NVIDIA also released over ten trillion pre-training tokens and millions of post-training samples under open data licenses, including Nemotron-Personas — synthetic demographic profiles spanning 2.4 billion people across ten countries, designed to help developers test whether their agents reflect the populations they claim to serve. The company’s VP of Applied Deep Learning Research, Bryan Catanzaro, put it directly: the most useful data sits inside organizations that cannot publish it. Synthetic data, released openly, is one way to change that math.
OpenAI GPT-Live: Voice as the Next Agent Interface
OpenAI also introduced GPT-Live, a full-duplex voice model that listens and speaks simultaneously — no more turn-based interruptions. When a task requires search, reasoning, or agentic work, GPT-Live delegates to a frontier model in the background while keeping the conversation flowing. At launch it uses GPT-5.5; the model will update automatically as new frontiers ship.
The architectural bet is clear: voice becomes the natural interface for increasingly complex, longer-running agentic work. Not a replacement for text-based agents, but a parallel surface.
The Infrastructure Shift
Taken together, this week’s announcements reveal a shift in what the agentic AI stack looks like. It is no longer just a language model with a tool-calling API. It is:
- Multi-agent orchestration at the model level (GPT-5.6 ultra, parallel workstreams)
- Background execution and credential management at the API level (Gemini Managed Agents)
- Unified work-and-code surfaces at the product level (Mistral Vibe)
- Specialized silicon for the CPU work between model steps (NVIDIA Vera)
- Open data for training agents that reflect real-world diversity (NVIDIA Nemotron)

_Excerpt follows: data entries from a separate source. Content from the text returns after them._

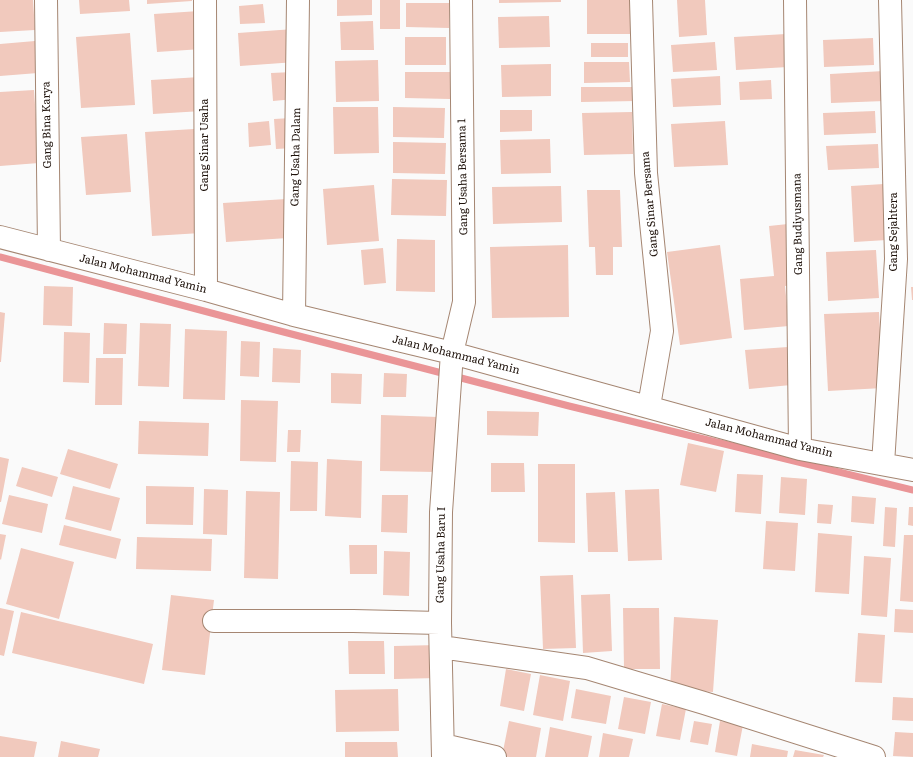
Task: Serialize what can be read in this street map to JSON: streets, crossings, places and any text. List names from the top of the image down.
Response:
{
  "streets": {
    "street": [
      "Gang Bina Karya",
      "Gang Sinar Usaha",
      "Gang Usaha Dalam",
      "Gang Usaha Bersama 1",
      "Gang Sinar Bersama",
      "Gang Budiyusmana",
      "Gang Sejahtera",
      "Jalan Mohammad Yamin",
      "Gang Usaha Baru I"
    ]
  },
  "crossings": [
    ["Gang Bina Karya", "Jalan Mohammad Yamin"],
    ["Gang Sinar Usaha", "Jalan Mohammad Yamin"],
    ["Gang Usaha Dalam", "Jalan Mohammad Yamin"],
    ["Gang Usaha Bersama 1", "Jalan Mohammad Yamin"],
    ["Gang Usaha Bersama 1", "Gang Usaha Baru I"],
    ["Gang Sinar Bersama", "Jalan Mohammad Yamin"],
    ["Gang Budiyusmana", "Jalan Mohammad Yamin"],
    ["Gang Sejahtera", "Jalan Mohammad Yamin"],
    ["Jalan Mohammad Yamin", "Gang Usaha Baru I"]
  ]
}
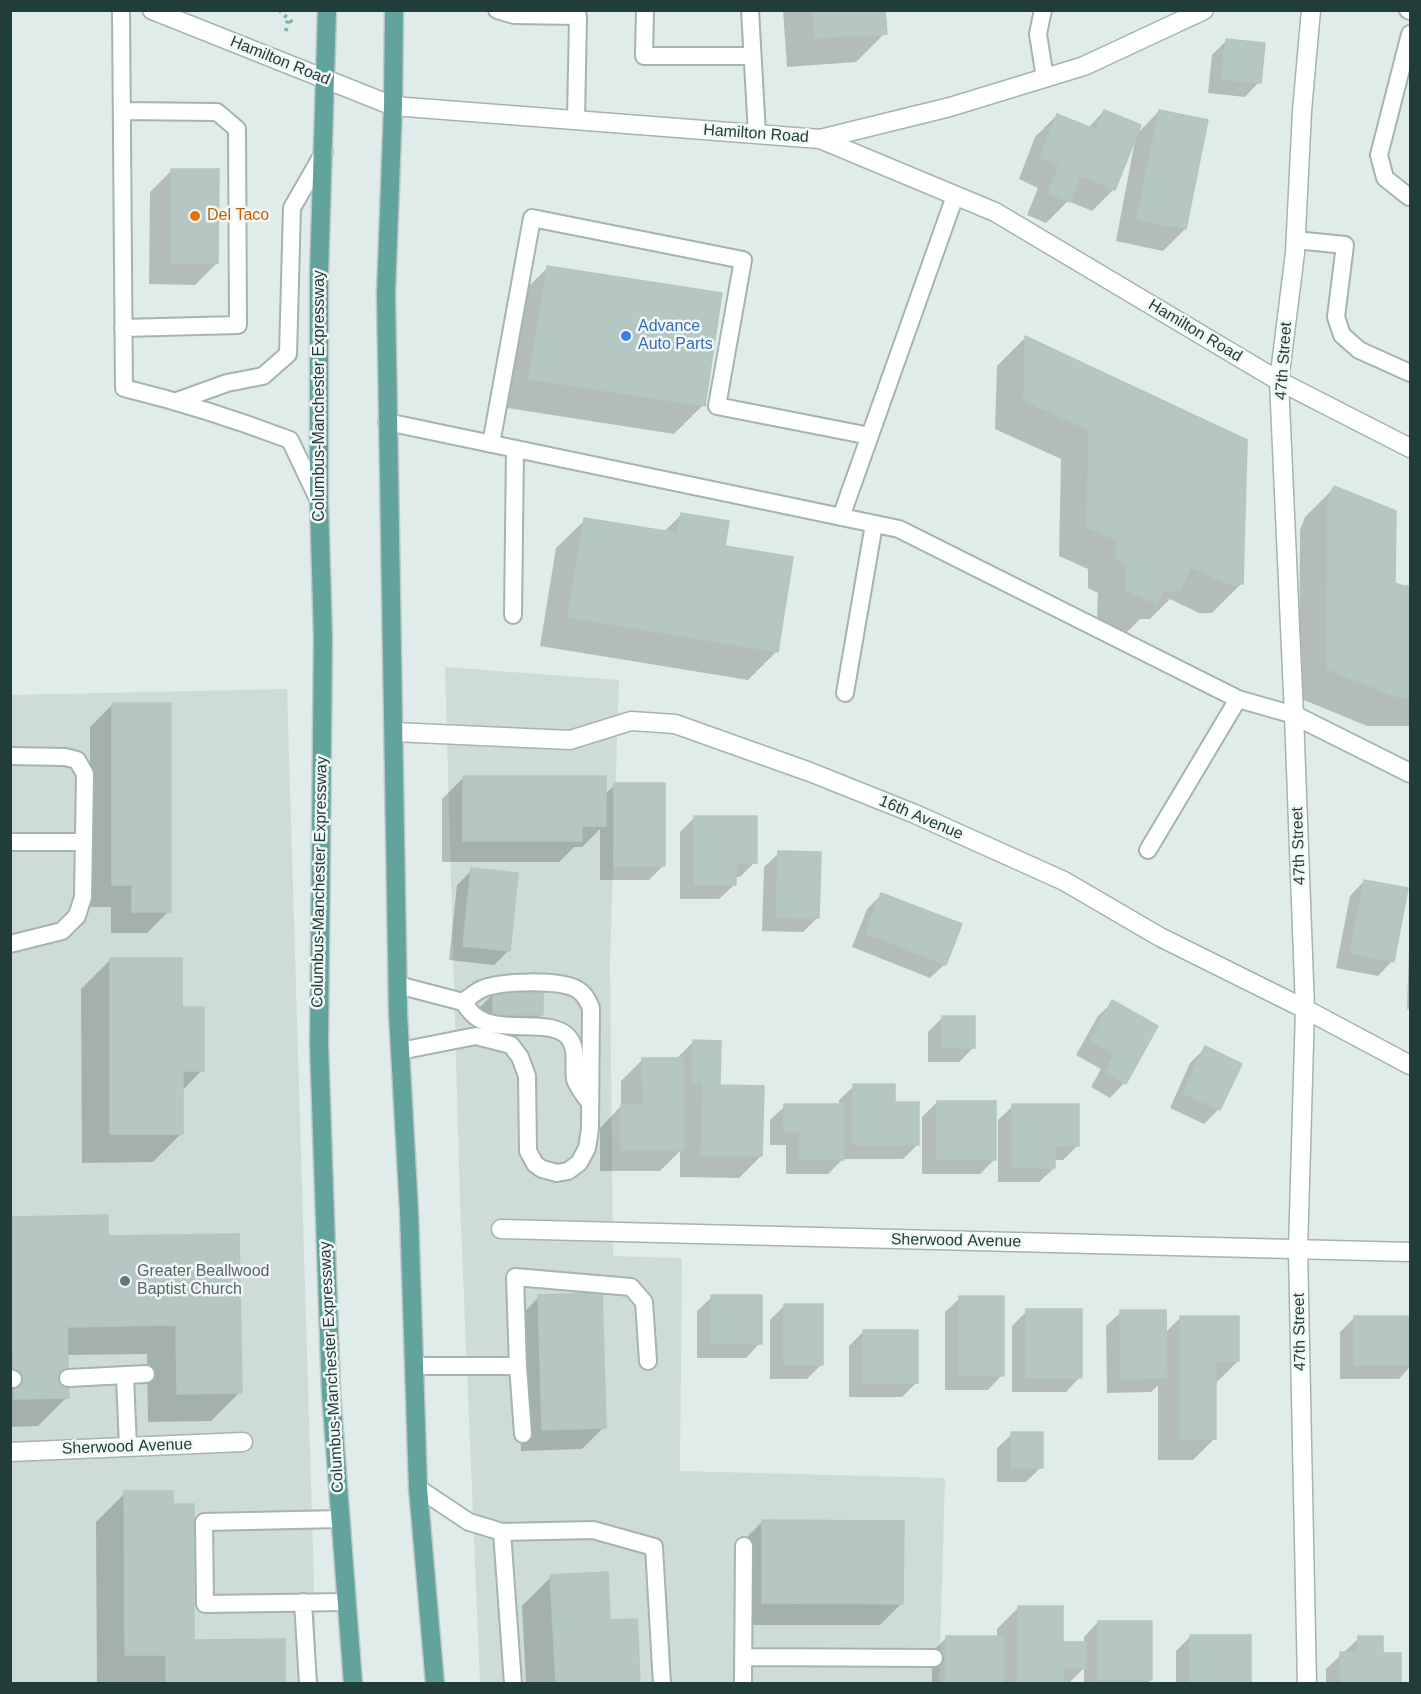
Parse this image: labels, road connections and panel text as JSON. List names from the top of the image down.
{
  "streets": {
    "main road": ["Columbus-Manchester Expressway"],
    "street": [
      "Hamilton Road",
      "47th Street",
      "16th Avenue",
      "Sherwood Avenue"
    ]
  },
  "crossings": [
    ["Hamilton Road", "47th Street"],
    ["Hamilton Road", "Columbus-Manchester Expressway"],
    ["47th Street", "16th Avenue"],
    ["47th Street", "Sherwood Avenue"]
  ],
  "places": ["Del Taco", "Advance Auto Parts", "Greater Beallwood Baptist Church"]
}
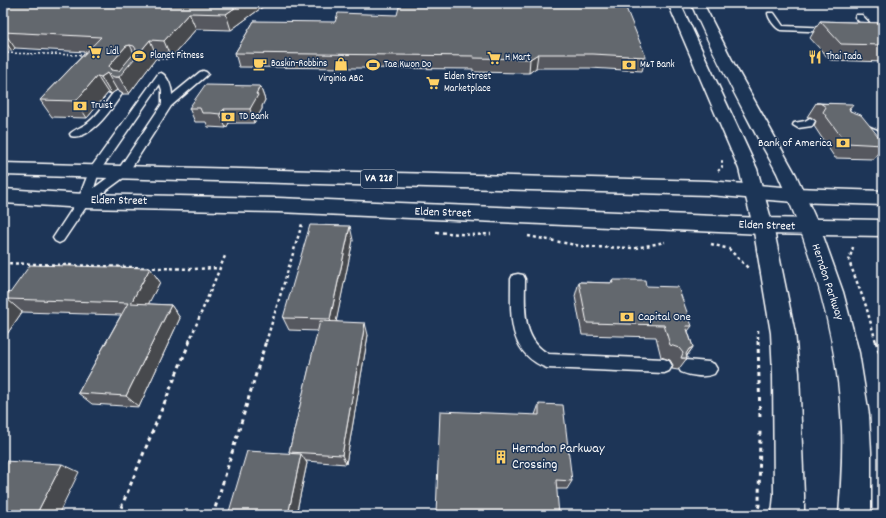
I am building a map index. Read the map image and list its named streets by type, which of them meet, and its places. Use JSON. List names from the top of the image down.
{
  "streets": {
    "main road": ["VA 228", "Elden Street", "Herndon Parkway"]
  },
  "crossings": [
    ["Elden Street", "Herndon Parkway"]
  ],
  "places": {
    "supermarket": ["Lidl", "H Mart", "Elden Street Marketplace"],
    "sports": ["Planet Fitness", "Tae Kwon Do"],
    "restaurant": ["Thai Tada"],
    "cafe": ["Baskin-Robbins"],
    "shop": ["Virginia ABC"],
    "bank": [
      "M&T Bank",
      "Truist",
      "TD Bank",
      "Bank of America",
      "Capital One"
    ],
    "building": ["Herndon Parkway Crossing"]
  }
}
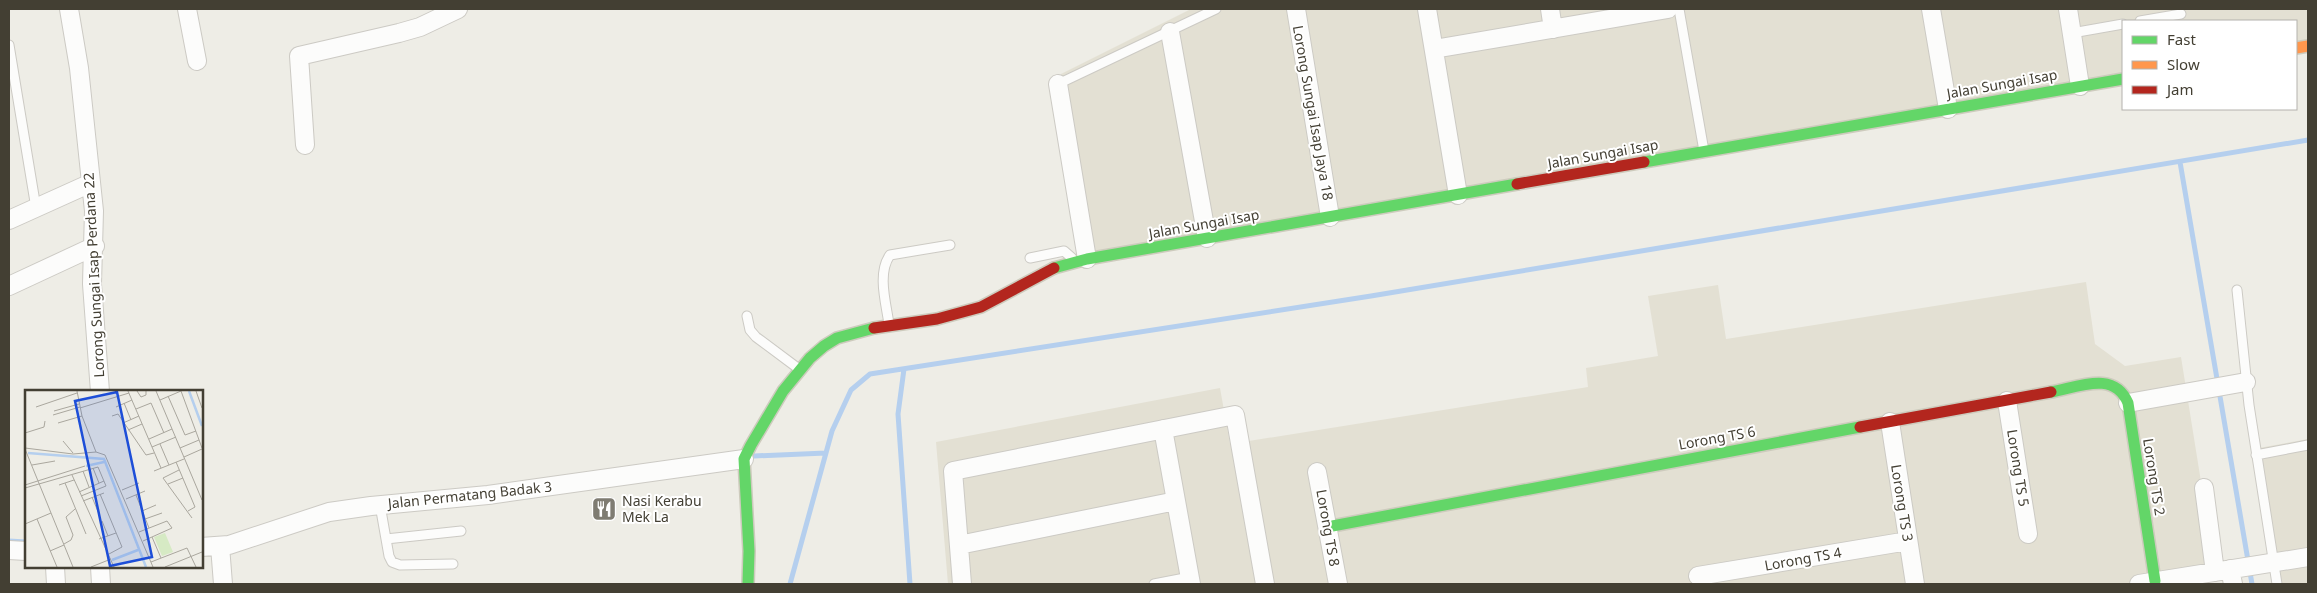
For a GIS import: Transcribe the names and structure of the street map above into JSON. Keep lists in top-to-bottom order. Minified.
{"streets":{"street":["Jalan Sungai Isap","Lorong Sungai Isap Jaya 18","Lorong Sungai Isap Perdana 22","Lorong TS 6","Lorong TS 5","Lorong TS 2","Jalan Permatang Badak 3","Lorong TS 3","Lorong TS 8","Lorong TS 4"]},"crossings":[["Jalan Sungai Isap","Lorong Sungai Isap Jaya 18"],["Jalan Sungai Isap","Jalan Permatang Badak 3"],["Lorong TS 6","Lorong TS 5"],["Lorong TS 6","Lorong TS 2"],["Lorong TS 6","Lorong TS 3"],["Lorong TS 6","Lorong TS 8"],["Lorong TS 3","Lorong TS 4"]],"places":{"restaurant":["Nasi Kerabu Mek La"]},"legend":["Fast","Slow","Jam"]}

- Voice interfaces that delegate to agentic backends (GPT-Live)
What is striking is that none of these companies are competing on the same dimension. OpenAI is pushing the frontier of model intelligence and multi-agent coordination. Google is making agent infrastructure reliable and production-grade. Mistral is bundling work and code at aggressive pricing. NVIDIA is building the silicon and data layer underneath everyone else. And OpenAI (again) is betting that voice becomes the default interface for ambient agentic interaction.
The result is not a single winner-take-all platform. It is a rapidly maturing stack where each layer — model, infrastructure, product, silicon, data, interface — is being rebuilt for an agentic world.
The Enterprise Question
For teams evaluating agentic AI, the practical question this week is not “which model is smartest?” It is “which stack can we actually run?” GPT-5.6’s multi-agent coordination is powerful, but it requires a new API surface and cost model. Gemini Managed Agents solve the reliability problem but tie you to Google’s sandbox. Vibe is affordable and integrated, but the ecosystem is younger. NVIDIA Vera will not ship in your data center tomorrow, but it signals where infrastructure is heading.
The answer, as usual, is that there is no single answer. The agentic AI stack is fragmenting across vendors, and the winners will be teams that can compose across them: frontier models for reasoning, managed infrastructure for reliability, open data for grounding, and specialized silicon for cost. The days of treating an agent as a chatbot with plugins are over. This week proved that the industry knows it.